## [WHAT THE TASK ASKS]
Below are lines of data; restate word for word those running from the line containing "inset:0; background:#1e261f; transform-origin:0" to the line containing "font-size:10px; color:#a8adb8; font-weight:700", inclusive, and no others.

## [MATERIAL PROVIDED]
------------------------------------------------

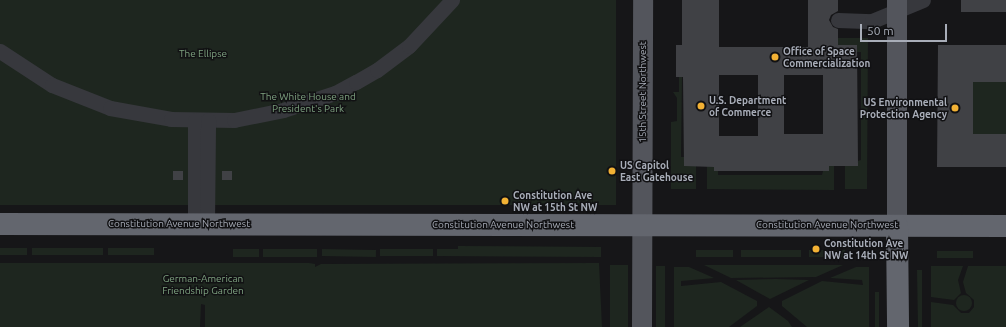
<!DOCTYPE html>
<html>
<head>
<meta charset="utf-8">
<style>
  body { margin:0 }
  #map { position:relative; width:1006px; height:327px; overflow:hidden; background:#161618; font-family:Ubuntu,sans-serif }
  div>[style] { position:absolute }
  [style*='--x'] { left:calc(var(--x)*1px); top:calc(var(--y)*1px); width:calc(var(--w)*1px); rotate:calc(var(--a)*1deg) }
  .green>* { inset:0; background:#1e261f; transform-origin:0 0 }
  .round { border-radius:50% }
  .building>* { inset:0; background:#404145; transform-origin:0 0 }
  .minor>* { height:15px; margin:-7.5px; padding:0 7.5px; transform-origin:7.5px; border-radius:7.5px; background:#37383d }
  .major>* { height:20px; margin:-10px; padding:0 10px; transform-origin:10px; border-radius:10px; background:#53555c }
  .highway>* { height:22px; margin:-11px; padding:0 11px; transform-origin:11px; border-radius:11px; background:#63666e }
  .dots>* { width:11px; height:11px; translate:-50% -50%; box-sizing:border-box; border:2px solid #111113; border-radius:50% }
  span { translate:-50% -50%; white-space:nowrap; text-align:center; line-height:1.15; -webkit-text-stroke:3px #111113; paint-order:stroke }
  .poi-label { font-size:10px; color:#a8adb8; font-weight:700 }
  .left { translate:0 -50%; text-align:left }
  .right { translate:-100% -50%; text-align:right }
  .park-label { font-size:10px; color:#7fa381 }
  .street-label { font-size:10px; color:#a8adb8 }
  .scale { position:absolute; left:860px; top:24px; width:87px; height:18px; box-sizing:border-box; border:2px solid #a8adb8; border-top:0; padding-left:5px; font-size:12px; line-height:14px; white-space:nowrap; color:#a8adb8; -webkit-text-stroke:3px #111113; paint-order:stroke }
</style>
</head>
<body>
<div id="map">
  <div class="green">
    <i style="left:0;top:0;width:616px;height:205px"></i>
    <i style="clip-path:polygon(838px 38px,868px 38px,867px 189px,845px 189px,845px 166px,857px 166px,858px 161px,861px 160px,861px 52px,857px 52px,857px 45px,838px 45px)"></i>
    <i style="clip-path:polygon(679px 77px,682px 77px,681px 157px,684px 157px,684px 166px,696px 166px,696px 189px,671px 189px,671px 122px,677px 121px,677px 98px,673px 92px,679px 92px)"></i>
    <i style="left:973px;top:82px;width:33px;height:52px"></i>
    <i style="clip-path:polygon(707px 166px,714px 167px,714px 171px,718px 171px,718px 175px,822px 175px,823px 171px,829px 171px,829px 166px,834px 166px,834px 190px,707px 189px)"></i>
    <i style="clip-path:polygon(458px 246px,601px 247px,601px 257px,437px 256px,437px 249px,458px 249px)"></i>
    <i style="left:0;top:248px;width:27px;height:7px"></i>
    <i style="left:32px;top:248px;width:71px;height:7px"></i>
    <i style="left:108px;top:248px;width:46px;height:7px"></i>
    <i style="left:233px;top:249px;width:26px;height:8px"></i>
    <i style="left:263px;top:249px;width:54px;height:8px"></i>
    <i style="left:322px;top:249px;width:54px;height:7px;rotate:1deg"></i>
    <i style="left:380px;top:249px;width:53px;height:7px"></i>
    <i style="left:696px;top:250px;width:37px;height:7px"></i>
    <i style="left:741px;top:250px;width:60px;height:7px"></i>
    <i style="left:809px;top:250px;width:36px;height:7px"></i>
    <i style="left:937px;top:251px;width:36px;height:7px"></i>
    <i style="clip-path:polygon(0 263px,309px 263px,315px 264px,315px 267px,321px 264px,599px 263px,602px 327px,205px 327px,205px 305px,201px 304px,200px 327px,0 327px)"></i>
    <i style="left:610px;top:265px;width:18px;height:62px"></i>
    <i style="clip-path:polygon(704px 265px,843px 265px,816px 277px,731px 278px)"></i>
    <i style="left:665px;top:266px;width:61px;height:9px;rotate:90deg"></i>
    <i style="clip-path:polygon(931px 266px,963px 266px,958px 280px,961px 293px,954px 300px,931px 297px)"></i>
    <i style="clip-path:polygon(968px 266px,1006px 266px,1006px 327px,931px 327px,931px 302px,953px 305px,961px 313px,969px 313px,974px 307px,974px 300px,966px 293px,963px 282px)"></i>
    <i style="clip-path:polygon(674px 267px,689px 267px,714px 278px,681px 281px,681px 286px,721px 282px,757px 301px,757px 306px,729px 327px,674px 327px)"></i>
    <i style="clip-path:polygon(856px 267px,869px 267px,869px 327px,807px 327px,782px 306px,782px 301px,822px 281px,863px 285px,862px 280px,830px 278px)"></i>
    <i style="clip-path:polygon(917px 270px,922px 270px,922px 327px,918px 327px)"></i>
    <i style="clip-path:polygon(776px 279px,809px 280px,770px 299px,736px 280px)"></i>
    <i style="left:875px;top:292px;width:4px;height:35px"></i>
    <i class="round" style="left:956px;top:295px;width:16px;height:16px"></i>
    <i style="clip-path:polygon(769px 307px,788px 321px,792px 327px,740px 327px)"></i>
  </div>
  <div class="building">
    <i style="clip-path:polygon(evenodd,682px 0,719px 0,719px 47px,808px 47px,808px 0,838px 0,838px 11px,831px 15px,829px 20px,833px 27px,838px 29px,838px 45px,857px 45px,858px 166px,829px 166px,829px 171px,714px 171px,714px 167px,684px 166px,683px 77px,676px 77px,676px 45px,682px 45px,682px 0,719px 75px,758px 75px,758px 136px,719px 136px,719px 75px,682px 0,784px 75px,823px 75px,823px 134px,784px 134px,784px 75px)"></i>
    <i style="left:961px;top:0;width:45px;height:12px"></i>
    <i style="clip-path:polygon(938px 45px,1006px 45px,1006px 82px,973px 82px,973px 134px,1006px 134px,1006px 167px,937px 167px)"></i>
    <i style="left:173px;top:171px;width:10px;height:9px"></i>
    <i style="left:222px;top:171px;width:10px;height:9px"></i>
  </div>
  <div class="minor">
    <i style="--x:838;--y:20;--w:34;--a:2"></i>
    <i style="--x:872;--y:21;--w:55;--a:-22.4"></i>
    <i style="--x:0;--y:51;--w:62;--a:33.2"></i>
    <i style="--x:52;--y:85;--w:62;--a:21.6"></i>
    <i style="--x:110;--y:108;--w:62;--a:10.2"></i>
    <i style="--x:171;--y:119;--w:63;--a:0.9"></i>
    <i style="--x:234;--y:120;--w:50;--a:-11.5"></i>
    <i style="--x:283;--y:110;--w:55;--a:-18.1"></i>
    <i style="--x:335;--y:93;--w:24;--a:-28"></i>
    <i style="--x:356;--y:82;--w:24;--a:-30"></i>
    <i style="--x:377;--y:70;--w:40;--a:-37"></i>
    <i style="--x:409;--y:46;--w:63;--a:-46.9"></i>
    <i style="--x:195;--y:224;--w:104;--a:-90"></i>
    <i style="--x:207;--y:224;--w:104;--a:-89.4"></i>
  </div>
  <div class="major">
    <i style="--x:897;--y:226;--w:226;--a:-90"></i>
    <i style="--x:642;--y:327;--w:327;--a:-89.8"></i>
  </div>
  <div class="highway">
    <i style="--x:0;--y:224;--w:1006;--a:0.11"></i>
    <i style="--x:897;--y:226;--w:101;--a:89.4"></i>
  </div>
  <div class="dots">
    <i style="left:775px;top:57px;background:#f2b134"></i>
    <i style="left:701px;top:106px;background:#f2b134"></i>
    <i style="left:955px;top:108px;background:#f2b134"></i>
    <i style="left:612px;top:171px;background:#f2b134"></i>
    <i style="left:505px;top:201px;background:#f2b134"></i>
    <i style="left:816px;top:249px;background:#f2b134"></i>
  </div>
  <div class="poi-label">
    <span class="left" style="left:783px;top:57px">Office of Space<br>Commercialization</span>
    <span class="left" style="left:709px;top:106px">U.S. Department<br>of Commerce</span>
    <span class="right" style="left:947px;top:108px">US Environmental<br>Protection Agency</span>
    <span class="left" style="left:620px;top:171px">US Capitol<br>East Gatehouse</span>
    <span class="left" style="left:513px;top:201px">Constitution Ave<br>NW at 15th St NW</span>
    <span class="left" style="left:824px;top:249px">Constitution Ave<br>NW at 14th St NW</span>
  </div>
  <div class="park-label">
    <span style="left:203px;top:54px">The Ellipse</span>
    <span style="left:308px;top:102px">The White House and<br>President's Park</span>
    <span style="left:203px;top:284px">German-American<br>Friendship Garden</span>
  </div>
  <div class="street-label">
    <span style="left:643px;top:92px;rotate:-90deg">15th Street Northwest</span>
    <span style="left:179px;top:224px">Constitution Avenue Northwest</span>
    <span style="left:503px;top:225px">Constitution Avenue Northwest</span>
    <span style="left:827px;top:225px">Constitution Avenue Northwest</span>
  </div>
  <div class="scale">50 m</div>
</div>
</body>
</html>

------------------------------------------------

## [SOLUTION FOR THIS EXERCISE]
  .green>* { inset:0; background:#1e261f; transform-origin:0 0 }
  .round { border-radius:50% }
  .building>* { inset:0; background:#404145; transform-origin:0 0 }
  .minor>* { height:15px; margin:-7.5px; padding:0 7.5px; transform-origin:7.5px; border-radius:7.5px; background:#37383d }
  .major>* { height:20px; margin:-10px; padding:0 10px; transform-origin:10px; border-radius:10px; background:#53555c }
  .highway>* { height:22px; margin:-11px; padding:0 11px; transform-origin:11px; border-radius:11px; background:#63666e }
  .dots>* { width:11px; height:11px; translate:-50% -50%; box-sizing:border-box; border:2px solid #111113; border-radius:50% }
  span { translate:-50% -50%; white-space:nowrap; text-align:center; line-height:1.15; -webkit-text-stroke:3px #111113; paint-order:stroke }
  .poi-label { font-size:10px; color:#a8adb8; font-weight:700 }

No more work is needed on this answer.